2. Second axis: Latent vs. non-latent
Next, we ask:
Does the model explicitly introduce latent variables $z$ as part of its probabilistic story?
Latent = Yes The model introduces hidden variables (sources, codes, states, classes, etc.) with a distribution $p(z)$ and some relationship to $x$.
Latent = No The model operates directly on $x$: it may factorize $p(x)$, define a flow, an energy, a score, a Markov chain over $x$, or an equal-mass partition—without any explicit latent $z$.
For distribution models:
Latent + distribution ⇒ latent-variable generative models in the classical statistical sense: they specify a joint $p(x,z) = p(z)p(x\mid z)$ and a sampling story.
Non-latent + distribution ⇒ non-latent distributional models: they define or approximate aspects of $p(x)$ without introducing explicit latents.
For conditional models:
- Latent or non-latent just tells you whether you use hidden variables in $p(y\mid x, z)$ etc.

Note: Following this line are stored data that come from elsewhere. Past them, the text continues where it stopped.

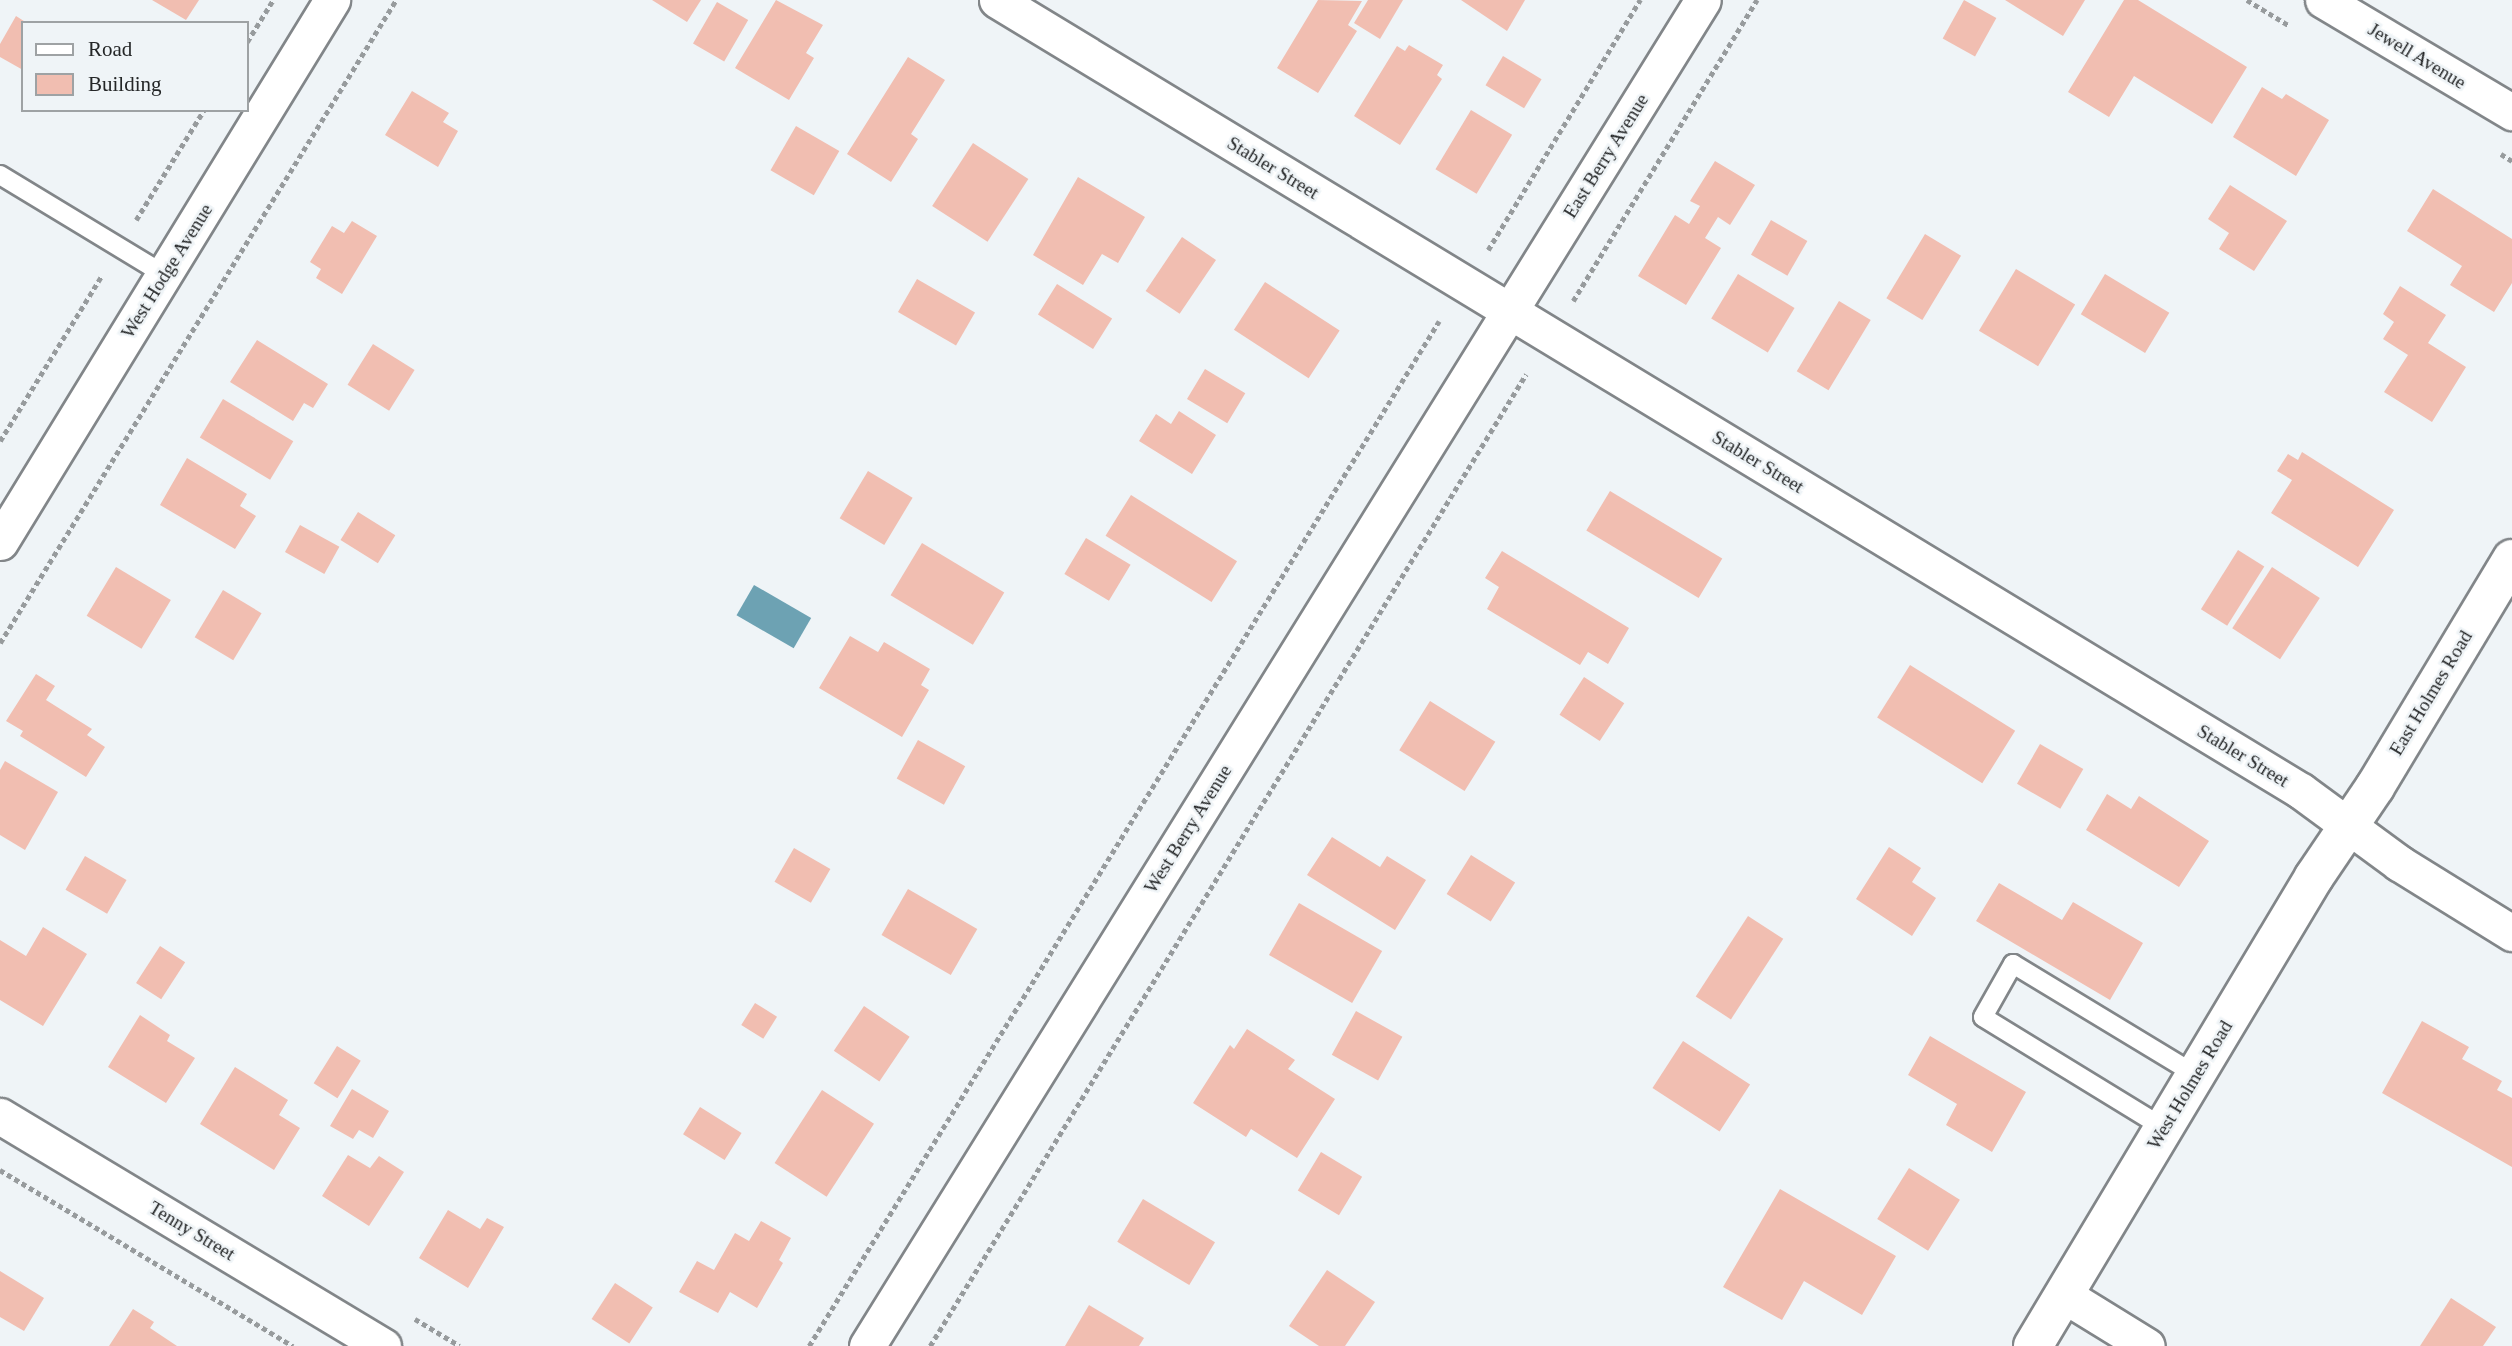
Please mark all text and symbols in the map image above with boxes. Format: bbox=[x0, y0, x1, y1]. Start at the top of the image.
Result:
street label: Jewell Avenue bbox=[2364, 18, 2470, 94]
legend bbox=[21, 21, 248, 112]
text: Road bbox=[88, 37, 132, 61]
text: Building bbox=[88, 72, 162, 96]
street label: East Berry Avenue bbox=[1558, 89, 1654, 223]
street label: Stabler Street bbox=[1223, 132, 1323, 204]
street label: West Hodge Avenue bbox=[116, 199, 218, 343]
street label: Stabler Street bbox=[1708, 426, 1808, 498]
street label: East Holmes Road bbox=[2385, 627, 2477, 759]
street label: Stabler Street bbox=[2193, 720, 2293, 792]
street label: West Berry Avenue bbox=[1139, 760, 1237, 898]
street label: West Holmes Road bbox=[2143, 1016, 2237, 1154]
street label: Tenny Street bbox=[145, 1196, 239, 1266]

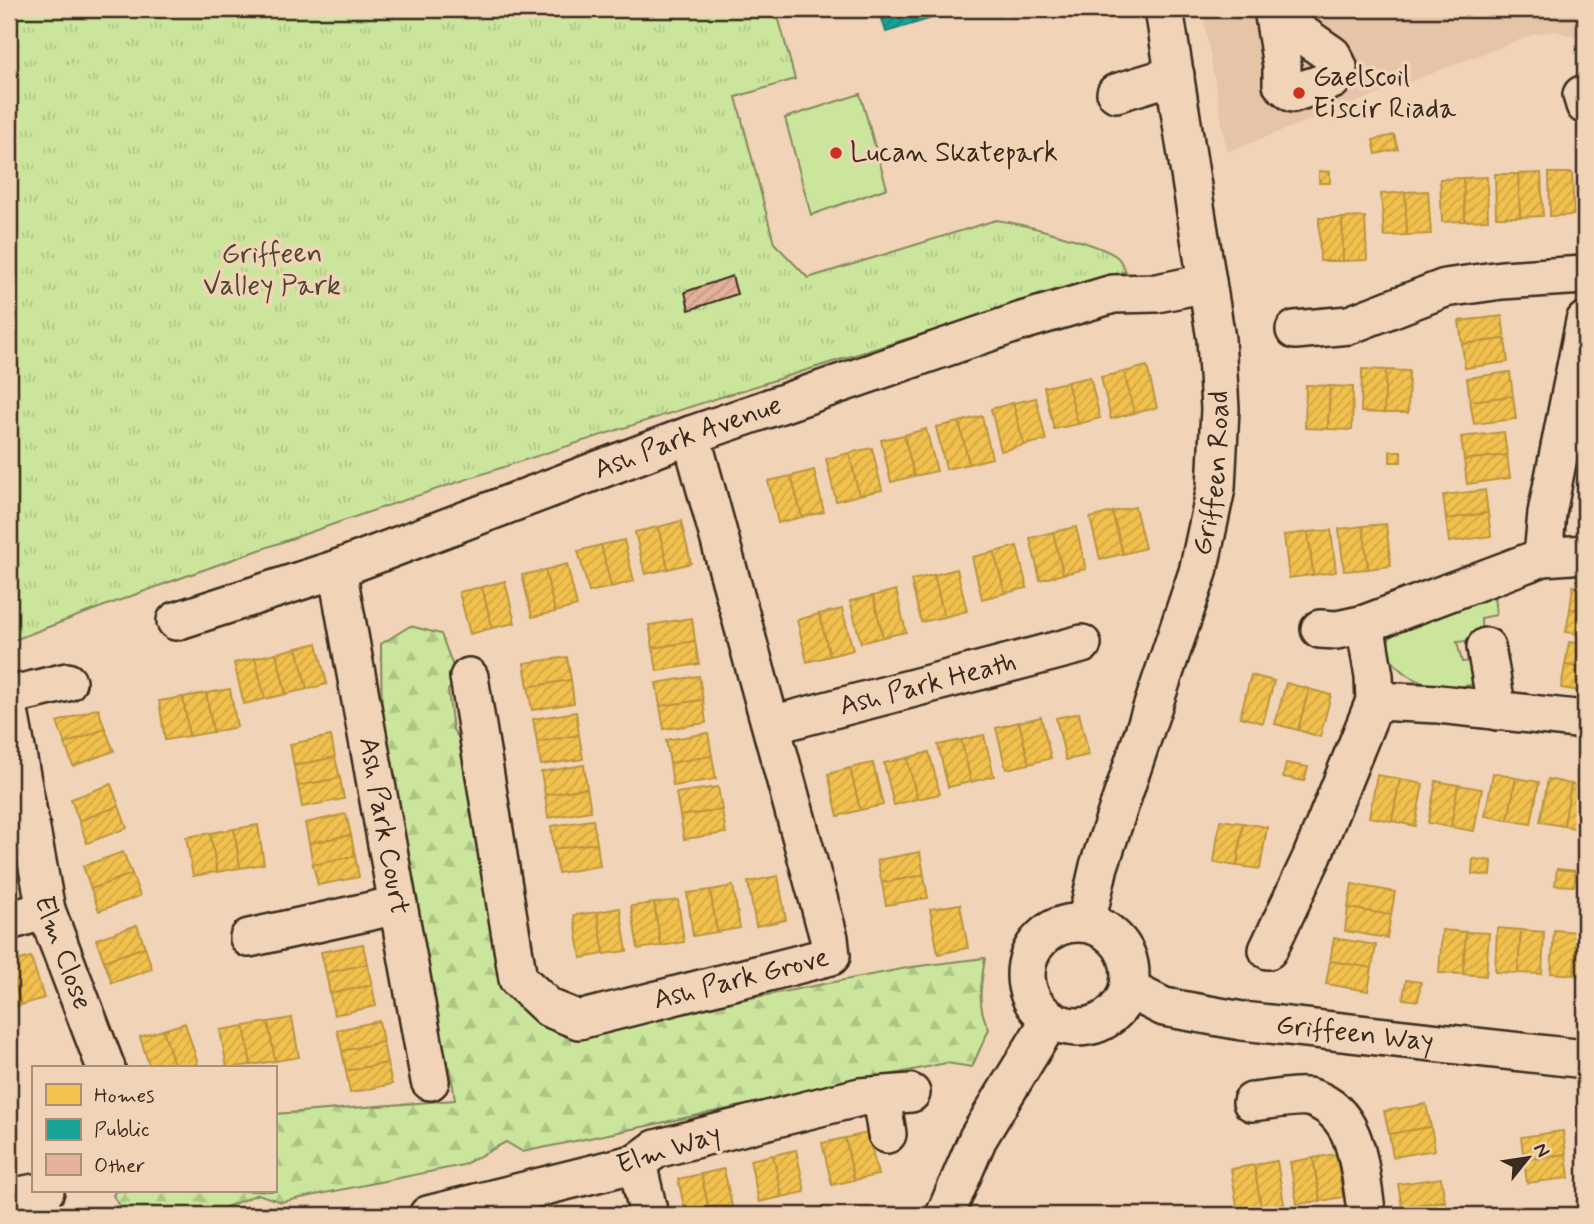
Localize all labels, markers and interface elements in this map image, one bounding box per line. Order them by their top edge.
place label: Gaelscoil Eiscir Riada [1313,59,1456,128]
marker: Gaelscoil Eiscir Riada [1291,85,1307,101]
place label: Lucan Skatepark [850,135,1058,172]
marker: Lucan Skatepark [828,145,844,161]
park label: Griffeen Valley Park [203,236,341,305]
street label: Ash Park Avenue [589,387,787,488]
street label: Griffeen Road [1184,390,1239,559]
street label: Ash Park Heath [835,643,1020,725]
street label: Ash Park Court [349,734,418,918]
street label: Elm Close [25,893,101,1015]
street label: Ash Park Grove [650,939,833,1019]
street label: Griffeen Way [1274,1006,1436,1061]
legend [32,1066,276,1192]
text: Homes [94,1082,154,1110]
text: Public [94,1116,150,1144]
street label: Elm Way [612,1116,726,1184]
north arrow [1492,1122,1562,1192]
text: N [1527,1139,1555,1162]
text: Other [94,1152,145,1180]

3. Third axis: Density form
For distribution models, how is $p(x)$ represented?
Exact density $\log p_\theta(x)$ is tractable. e.g., flows, autoregressive models, many GMMs, some Bayesian networks.
Approximate density Optimized via a bound (e.g. ELBO). e.g., VAEs, DDPM-style diffusion models.
Unnormalized density Only energy $E(x)$; $p(x) \propto e^{-E(x)}$ with unknown partition function. e.g., EBMs, RBMs.
Implicit density Defined only via a sampler or transformation; no closed-form $p(x)$. e.g., GANs, some Markov chains, pure score models (where you know only $\nabla\log p)$.
4. Fourth axis: Sampling route
For distribution models, how do we sample from the learned distribution?
Direct / ancestral One pass through a generative story or invertible map. e.g., GMM, naive Bayes, ICA, sparse coding, Bayesian networks, flows.
Iterative / Markovian Sampling requires a chain: MCMC, Gibbs, Langevin, reverse diffusion, autoregressive token-by-token. e.g., RBM, EBMs, score-based SDEs, DDPM, Markov chains, autoregressive models.
No sampling defined The model’s goal is to capture structure in $p(x)$ without providing a generative sampler.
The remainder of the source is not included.